Maybe these young people can see the value of volunteering their time and continue the practice into adulthood. We need them, because we sure aren’t getting the job done these days.
Ask any volunteer fire department chief if they have enough volunteers. Almost all will say no. That is perhaps our most critical need for volunteers, and while rewarding, being a volunteer firefighter is no walk in the park. They have to be trained. They have to have equipment. They have to be re-trained. Equipment must be maintained. It all adds up to a lot of hours, hours most don’t want to spend away from their families.
Ask any club president – Lions Club, Civitan, you name it – and they will tell you that the average age of a club member keeps getting older and older. As we age, well, we don’t always have the energy or abilities we had as youngsters. We can be productive volunteers, but without young people, a club’s days are numbered.
Look at community events such as the Center Fair last weekend. Great events, great fun and great food – put on by mostly an older group of volunteers. They won’t be here forever folks, so some of you younger ones, I’m talking under age 50 here, need to step up to the plate. We like looking at big watermelons and eating barbecue, so keep the tradition alive.
Our schools do a good job of coordinating volunteers of all ages, but I’m sure even with that success, that they could do so much more if more volunteers were available.

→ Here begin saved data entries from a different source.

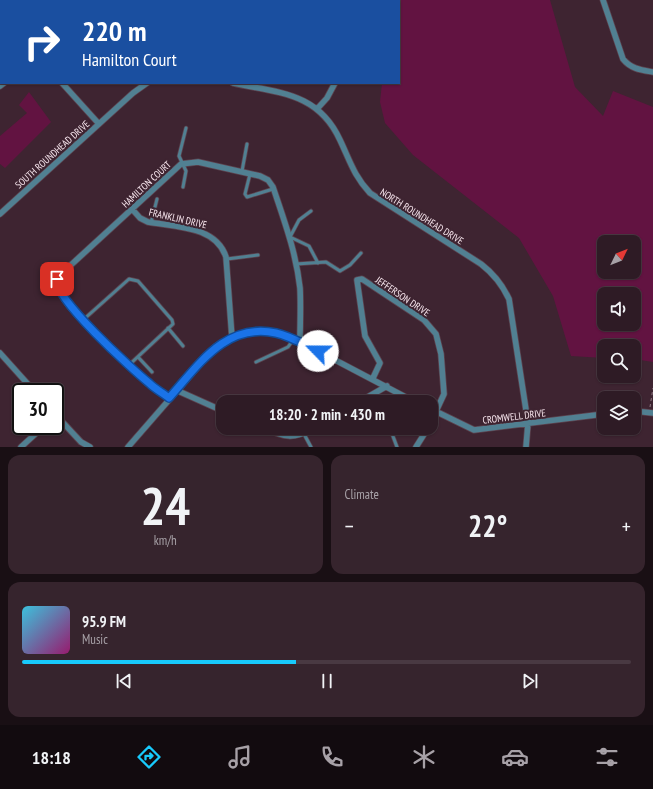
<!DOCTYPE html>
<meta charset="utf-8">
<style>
:root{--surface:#2e1b25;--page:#36242d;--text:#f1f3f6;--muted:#a7a1a7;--line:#493942;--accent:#18cafc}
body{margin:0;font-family:"PT Sans Narrow",sans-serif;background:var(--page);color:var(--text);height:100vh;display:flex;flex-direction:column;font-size:15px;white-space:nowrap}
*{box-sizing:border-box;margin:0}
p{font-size:13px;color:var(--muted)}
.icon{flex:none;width:22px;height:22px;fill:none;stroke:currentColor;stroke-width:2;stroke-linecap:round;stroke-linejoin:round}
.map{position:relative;height:447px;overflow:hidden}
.panel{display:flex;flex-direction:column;gap:8px;padding:8px;background:#190f14;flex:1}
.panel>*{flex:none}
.hud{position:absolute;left:0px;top:0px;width:400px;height:84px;box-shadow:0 1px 3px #0004,0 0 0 1px var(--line);background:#1a4fa0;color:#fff;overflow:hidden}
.needle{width:26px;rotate:47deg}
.fabs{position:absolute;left:597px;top:235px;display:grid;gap:8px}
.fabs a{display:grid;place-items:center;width:44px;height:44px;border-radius:8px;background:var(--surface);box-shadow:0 1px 3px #0004,0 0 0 1px var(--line);font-size:20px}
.speed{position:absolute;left:12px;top:383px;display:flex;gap:8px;font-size:20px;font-weight:700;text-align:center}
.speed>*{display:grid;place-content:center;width:52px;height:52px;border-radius:50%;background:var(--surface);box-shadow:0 1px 3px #0004,0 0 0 1px var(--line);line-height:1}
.speed .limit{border:2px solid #111;border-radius:6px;background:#fff;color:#111}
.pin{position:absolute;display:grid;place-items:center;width:34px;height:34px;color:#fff;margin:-17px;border-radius:8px;box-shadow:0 2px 6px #0006}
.me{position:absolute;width:44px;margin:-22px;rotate:293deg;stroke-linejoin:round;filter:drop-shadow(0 0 3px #0008)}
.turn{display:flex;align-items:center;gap:14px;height:84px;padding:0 16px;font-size:18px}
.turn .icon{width:52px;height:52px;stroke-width:2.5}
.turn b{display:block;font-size:28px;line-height:34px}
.big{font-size:30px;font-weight:700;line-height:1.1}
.panel .tile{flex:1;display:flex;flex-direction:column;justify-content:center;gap:6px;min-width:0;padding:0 14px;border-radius:12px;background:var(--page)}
.panel .dial{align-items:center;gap:0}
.dial b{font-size:52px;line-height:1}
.song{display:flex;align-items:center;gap:12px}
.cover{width:48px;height:48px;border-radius:6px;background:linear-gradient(135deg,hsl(190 70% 55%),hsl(320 70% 35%))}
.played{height:4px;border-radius:2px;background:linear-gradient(90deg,var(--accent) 45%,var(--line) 45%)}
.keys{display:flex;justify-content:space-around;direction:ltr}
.heat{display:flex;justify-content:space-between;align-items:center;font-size:22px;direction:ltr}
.panel .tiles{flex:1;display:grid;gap:8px;grid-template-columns:1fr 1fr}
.tile:last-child{grid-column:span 2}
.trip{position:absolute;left:216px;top:395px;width:222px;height:40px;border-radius:12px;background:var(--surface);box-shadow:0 1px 3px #0004,0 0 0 1px var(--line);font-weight:700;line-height:40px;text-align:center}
.dock{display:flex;height:64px;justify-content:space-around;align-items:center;background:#120b0f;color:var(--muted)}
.dock .icon{width:28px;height:28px}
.dock .on{color:var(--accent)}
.dock b{font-size:18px;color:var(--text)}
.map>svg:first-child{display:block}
</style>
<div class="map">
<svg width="653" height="447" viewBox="0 0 653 447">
<rect width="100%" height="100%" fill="#3e2431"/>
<!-- green -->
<path fill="#621341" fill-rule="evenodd" d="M364,0H550L575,87L603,116L613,91L653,107V362L634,359V346H604V358L571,356L553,296L519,238L413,155L385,123L380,102L382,83H399V1ZM604,242H634V272H604ZM604,294H634V324H604Z
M29,92L51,122L5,168L0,164V136L27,113L19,105Z"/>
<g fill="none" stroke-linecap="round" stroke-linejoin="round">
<defs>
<path id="lane" d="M242,171L247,144
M250,174L245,194L247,197L273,189
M183,187L186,171L179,156L186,128
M311,211L299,220L290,237L309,246L318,263
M151,223L157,199
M227,259L258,255
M296,264L326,262L340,271L350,265L361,253
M83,320L129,279L138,281L172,320L173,324L129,365
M168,328L183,346
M138,357L152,372
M256,362L288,347L293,340
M391,431L397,447
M304,434L311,447"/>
<path id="street" d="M179,0L180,1
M305,0L306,1
M603,0L623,59C631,69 641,70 653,72
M95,1L96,0
M62,83L99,124
M233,83C278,93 318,92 340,140C350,161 354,176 370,193L481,264C494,274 502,284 509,299L528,423L526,447
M0,86L4,83
M317,109L327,98L335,83
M132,209L140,218L148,222C176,227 216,226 226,257L232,338
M0,214L133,93L147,83
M0,353L35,392
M373,378L380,363L365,336L357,280L362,279L424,320L436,334L441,354L444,394L431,422
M176,390L223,411
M169,398C145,380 60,308 55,282L60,275L181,164L198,162L260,176L268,180L273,187C284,220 296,252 300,288C301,306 300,325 300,343
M359,402L387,386
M431,409L474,430L604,414
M634,411L653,413
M55,414L81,442L90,447
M264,428C284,437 293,440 314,428
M21,447L44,426
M128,447L215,347L233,336L255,332L276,333L318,351L415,402
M416,447L428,428"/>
</defs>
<!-- lane casing -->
<use href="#lane" stroke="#5c434f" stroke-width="4.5"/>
<!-- street casing -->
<use href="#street" stroke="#5c434f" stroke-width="7"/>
<!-- path -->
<path stroke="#917b85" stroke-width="1" stroke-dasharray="3 3" stroke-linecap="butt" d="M650,407L653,388"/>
<!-- lane -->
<use href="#lane" stroke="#518092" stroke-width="3"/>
<!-- street -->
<use href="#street" stroke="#518092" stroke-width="5.5"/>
</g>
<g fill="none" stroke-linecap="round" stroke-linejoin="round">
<defs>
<path id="route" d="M57,279C50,295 134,371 149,383C155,389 163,393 169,398C198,366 225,322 276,333C290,336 305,345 318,351"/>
</defs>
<!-- route casing -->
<use href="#route" stroke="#114b97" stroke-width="10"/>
<!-- route -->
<use href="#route" stroke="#1a73e8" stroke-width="7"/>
</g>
<g text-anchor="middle" stroke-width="4" stroke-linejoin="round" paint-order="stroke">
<!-- street labels -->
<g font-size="10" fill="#f9e7ef" stroke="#3e2431">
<text transform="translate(52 154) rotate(-42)" y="4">SOUTH ROUNDHEAD DRIVE</text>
<text transform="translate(146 184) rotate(-43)" y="4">HAMILTON COURT</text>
<text transform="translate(422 216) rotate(32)" y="4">NORTH ROUNDHEAD DRIVE</text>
<text transform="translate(178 218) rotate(13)" y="4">FRANKLIN DRIVE</text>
<text transform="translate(403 296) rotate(34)" y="4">JEFFERSON DRIVE</text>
<text transform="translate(514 416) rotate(-7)" y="4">CROMWELL DRIVE</text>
</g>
</g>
</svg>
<div class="fabs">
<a><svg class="needle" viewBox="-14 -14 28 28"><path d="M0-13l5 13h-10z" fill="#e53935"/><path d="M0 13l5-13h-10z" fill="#a7a1a7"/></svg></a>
<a><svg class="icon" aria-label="sound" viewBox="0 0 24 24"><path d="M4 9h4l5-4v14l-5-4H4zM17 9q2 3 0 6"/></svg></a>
<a><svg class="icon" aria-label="search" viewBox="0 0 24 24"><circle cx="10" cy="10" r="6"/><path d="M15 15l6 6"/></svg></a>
<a><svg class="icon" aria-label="layers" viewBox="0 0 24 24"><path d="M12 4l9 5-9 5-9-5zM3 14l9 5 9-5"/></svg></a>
</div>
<div class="speed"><div class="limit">30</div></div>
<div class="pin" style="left:57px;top:279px;background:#d93025"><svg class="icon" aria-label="arrive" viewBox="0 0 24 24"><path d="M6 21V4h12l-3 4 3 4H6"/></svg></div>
<svg class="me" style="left:318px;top:351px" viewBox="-20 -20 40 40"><circle r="19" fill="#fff"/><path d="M0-13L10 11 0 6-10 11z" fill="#1a73e8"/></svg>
<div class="trip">18:20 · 2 min · 430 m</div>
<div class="hud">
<div class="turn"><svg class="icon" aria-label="right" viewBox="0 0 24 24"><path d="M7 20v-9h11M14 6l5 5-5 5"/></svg><div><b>220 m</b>Hamilton Court</div></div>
</div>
</div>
<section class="panel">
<div class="tiles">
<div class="tile dial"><b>24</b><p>km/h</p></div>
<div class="tile"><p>Climate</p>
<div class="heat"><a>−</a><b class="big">22°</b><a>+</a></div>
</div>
<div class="tile">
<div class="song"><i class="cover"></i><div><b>95.9 FM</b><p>Music</p></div></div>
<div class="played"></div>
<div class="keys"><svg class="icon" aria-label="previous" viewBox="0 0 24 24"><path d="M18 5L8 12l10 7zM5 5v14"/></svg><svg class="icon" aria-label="pause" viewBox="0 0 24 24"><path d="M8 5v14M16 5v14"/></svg><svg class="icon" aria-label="next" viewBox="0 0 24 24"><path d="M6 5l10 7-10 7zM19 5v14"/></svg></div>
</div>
</div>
</section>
<nav class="dock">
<b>18:18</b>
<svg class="icon on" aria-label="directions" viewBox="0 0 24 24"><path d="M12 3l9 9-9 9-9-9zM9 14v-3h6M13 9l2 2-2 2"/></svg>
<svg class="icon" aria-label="music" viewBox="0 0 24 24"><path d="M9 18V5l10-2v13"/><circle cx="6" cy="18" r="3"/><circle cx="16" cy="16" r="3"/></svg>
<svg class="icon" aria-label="phone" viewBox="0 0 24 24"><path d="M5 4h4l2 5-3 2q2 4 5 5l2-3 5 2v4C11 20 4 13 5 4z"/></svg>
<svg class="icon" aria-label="climate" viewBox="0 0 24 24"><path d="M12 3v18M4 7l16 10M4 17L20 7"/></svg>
<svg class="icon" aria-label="car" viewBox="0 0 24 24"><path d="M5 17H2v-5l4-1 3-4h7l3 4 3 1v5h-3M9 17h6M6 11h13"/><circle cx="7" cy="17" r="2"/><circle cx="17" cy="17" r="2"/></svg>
<svg class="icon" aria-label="filters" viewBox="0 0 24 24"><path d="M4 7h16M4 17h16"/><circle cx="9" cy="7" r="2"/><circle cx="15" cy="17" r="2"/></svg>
</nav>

The list of agencies and clubs and groups that need good, working volunteers goes on and on. Although it may seem daunting looking at all of the possibilities, there’s a volunteer opportunity in there somewhere for each of us.
Like baseball? Volunteer to coach a youth team.
Like gardening? Volunteer to teach young people how to enjoy the rewards of planting and harvesting. Volunteer at a community garden that helps feed others who do not have direct access to fresh food.
Like reading? Volunteer to teach someone else that love of a good story.
Like the idea of making your community a better place? Volunteer. Deliver a meal and a smile to an elderly person confined to their home. Be an advocate for a child who has noone else to speak on their behalf.
I’m guilty myself of not doing enough. Sure, I’ve volunteered for a few causes over the years and still do a tiny bit in a community garden, but I could do more. We all could.
One idea for the schools and others who require young people to do community service is to change the name. I told someone the other day I was going to do some community service work, and they thought I had been arrested and ordered by the court to perform that service. It was a baited statement, but shows the negative thoughts that sometimes come with the words community service.
It’s volunteering. And the more we do, the better off our community will become. So pick a group, jump in and start using your skills to help someone else. You’ll find that it helps you just as much or more.